Aber jetzt runter vom Gas. Dann hört bitte zum DH-fahren auf. Irgendjemanden eine Schuld geben bei einem Sturz wo im Prinzip keiner was dafür kann ist echt org.
Habt eh so viel Geld zurück bekommen also seit zufrieden. Mein Kollege ist voriges Jahr gestürzt nach der zweiten Fahrt. Hat ein Leihbike gehabt und eine halb Tages Karte, er bekam kein Geld zurück und wir kamen nie auf die Idee da irgendetwas einzuforden!!

----------


## mankra

> wären die spurrinnen vom Vortag ned so schlimm gwesen hätts das knie auch wahrscheinlich üblerlebt,


Semmering ist eh schon so einfach, sollens vielleicht asphaltieren.....

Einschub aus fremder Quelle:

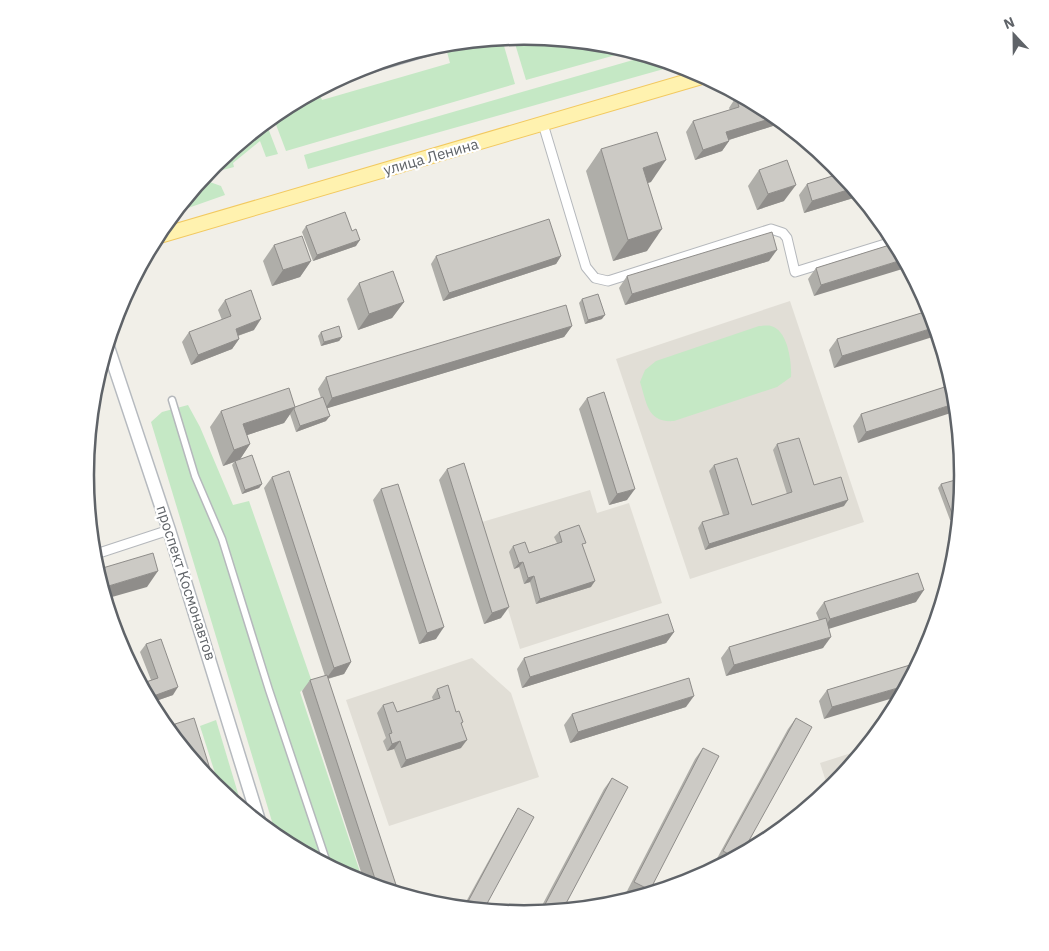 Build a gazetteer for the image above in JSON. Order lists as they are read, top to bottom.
{
  "streets": {
    "main road": ["улица Ленина", "проспект Космонавтов"]
  },
  "north": "top"
} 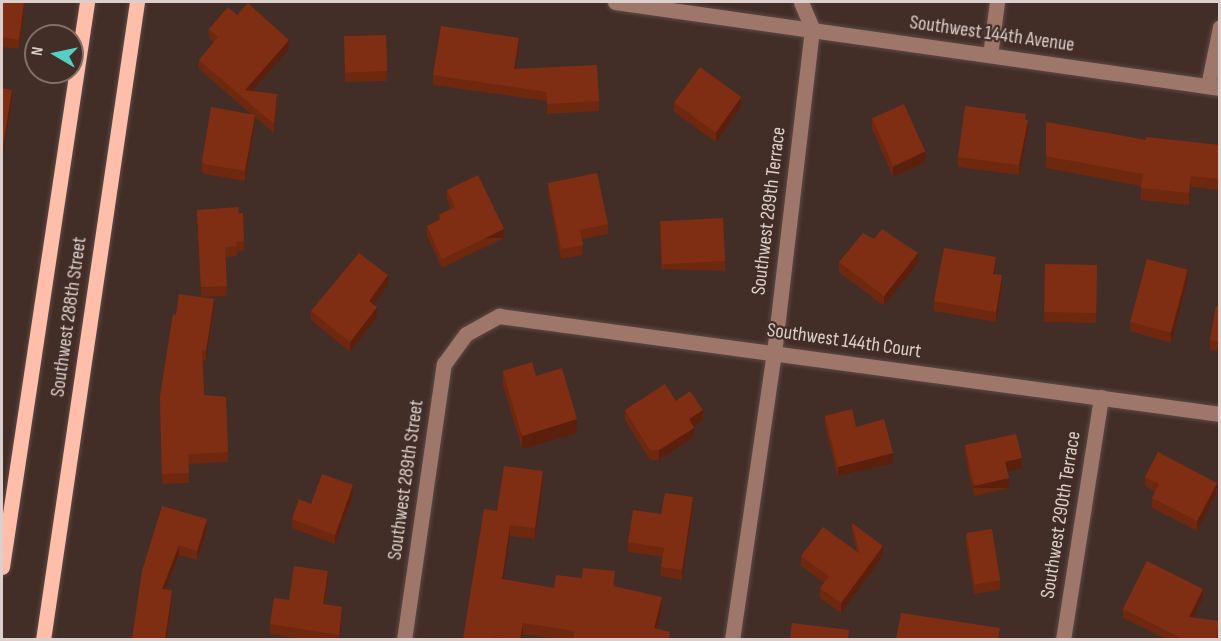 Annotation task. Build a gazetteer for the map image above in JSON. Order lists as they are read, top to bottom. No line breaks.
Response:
{"streets":{"main road":["Southwest 288th Street"],"street":["Southwest 144th Avenue","Southwest 289th Terrace","Southwest 144th Court","Southwest 289th Street","Southwest 290th Terrace"]},"crossings":[["Southwest 144th Avenue","Southwest 289th Terrace"],["Southwest 289th Terrace","Southwest 144th Court"],["Southwest 144th Court","Southwest 289th Street"],["Southwest 144th Court","Southwest 290th Terrace"]],"north":"left"} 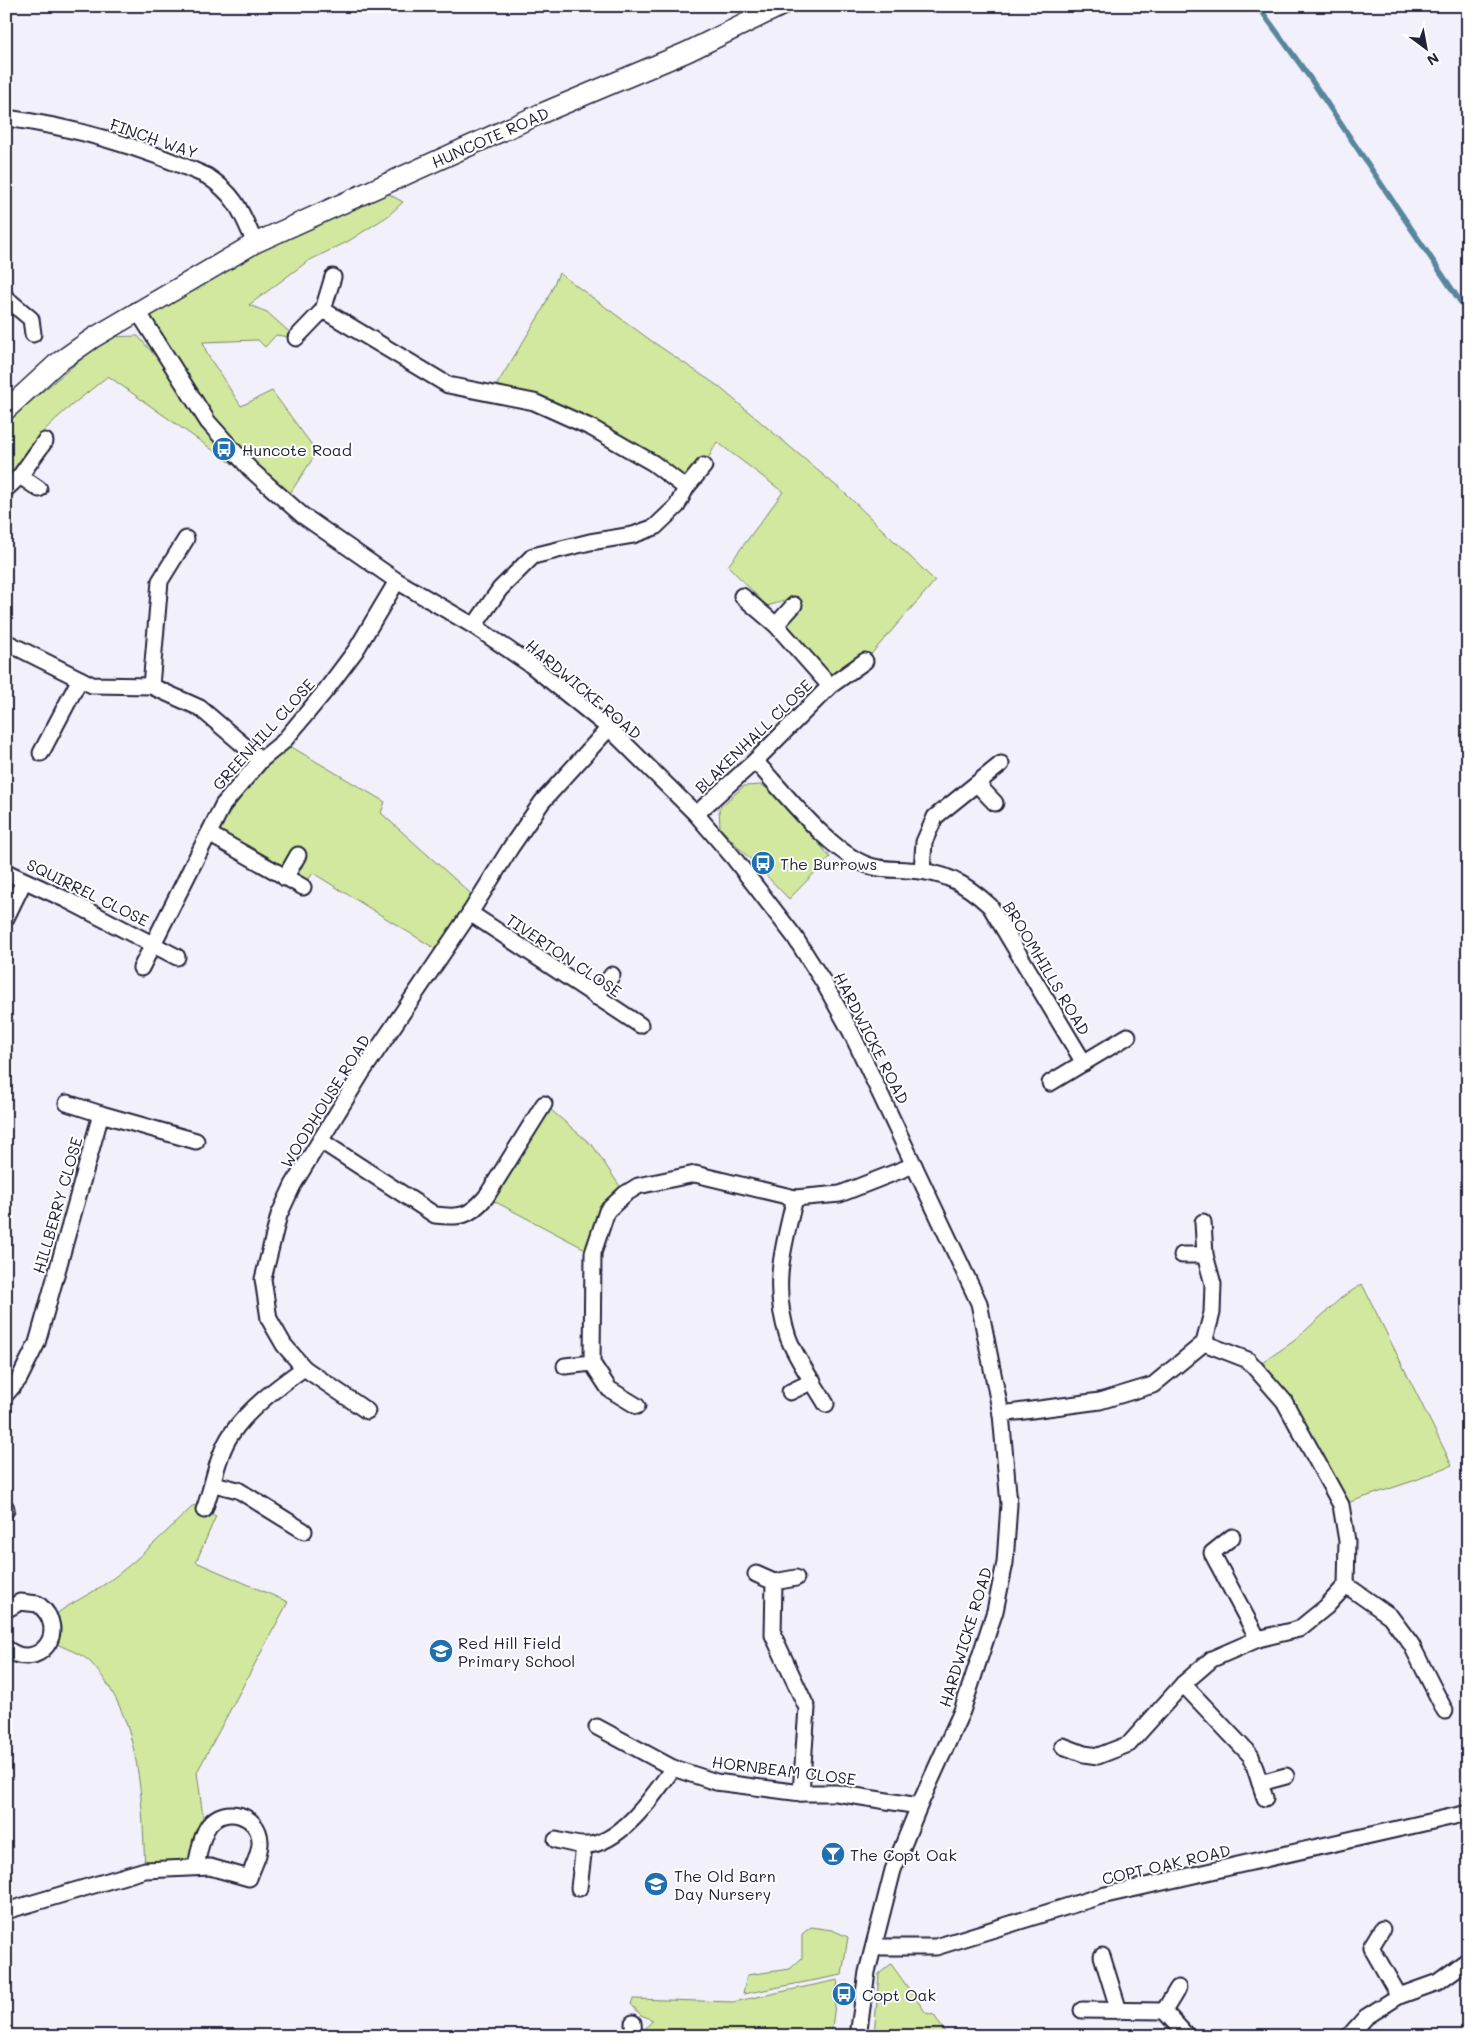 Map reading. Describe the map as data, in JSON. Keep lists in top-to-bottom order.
{
  "streets": {
    "street": [
      "HUNCOTE ROAD",
      "FINCH WAY",
      "HARDWICKE ROAD",
      "GREENHILL CLOSE",
      "BLAKENHALL CLOSE",
      "SQUIRREL CLOSE",
      "TIVERTON CLOSE",
      "BROOMHILLS ROAD",
      "WOODHOUSE ROAD",
      "HILLBERRY CLOSE",
      "HORNBEAM CLOSE",
      "COPT OAK ROAD"
    ]
  },
  "crossings": [
    ["HUNCOTE ROAD", "FINCH WAY"],
    ["HUNCOTE ROAD", "HARDWICKE ROAD"],
    ["HARDWICKE ROAD", "GREENHILL CLOSE"],
    ["HARDWICKE ROAD", "BLAKENHALL CLOSE"],
    ["HARDWICKE ROAD", "WOODHOUSE ROAD"],
    ["HARDWICKE ROAD", "HORNBEAM CLOSE"],
    ["HARDWICKE ROAD", "COPT OAK ROAD"],
    ["GREENHILL CLOSE", "SQUIRREL CLOSE"],
    ["BLAKENHALL CLOSE", "BROOMHILLS ROAD"],
    ["TIVERTON CLOSE", "WOODHOUSE ROAD"]
  ],
  "places": {
    "bus stop": ["Huncote Road", "The Burrows", "Copt Oak"],
    "school or university": ["Red Hill Field Primary School", "The Old Barn Day Nursery"],
    "bar": ["The Copt Oak"]
  },
  "north": "bottom right"
}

Vielleicht wäre Schach die bessere Sportart........

*kopfschüttel*

----------


## entropie

> Wenns eine Eintrittskarte nicht einlöst, bekommst Dein Geld auch nicht zurück.
> 
> Im Prinzipp gehts nur um einen Punkt: Steht irgendwo schriftlich, daß es bei Verletzung einen Teil des Geldes zurückgibt? Wenn ja, steht auch, wie es berechnet wird?
> 
> Wenn das nirgends steht, ist alles, was zurückgezahlt wurde freiwillige Kulanz.
> 
> Wenn dies es aber doch irgendwo AGB gibt, wo dies festgehalten wird, dann einfach nachrechnen.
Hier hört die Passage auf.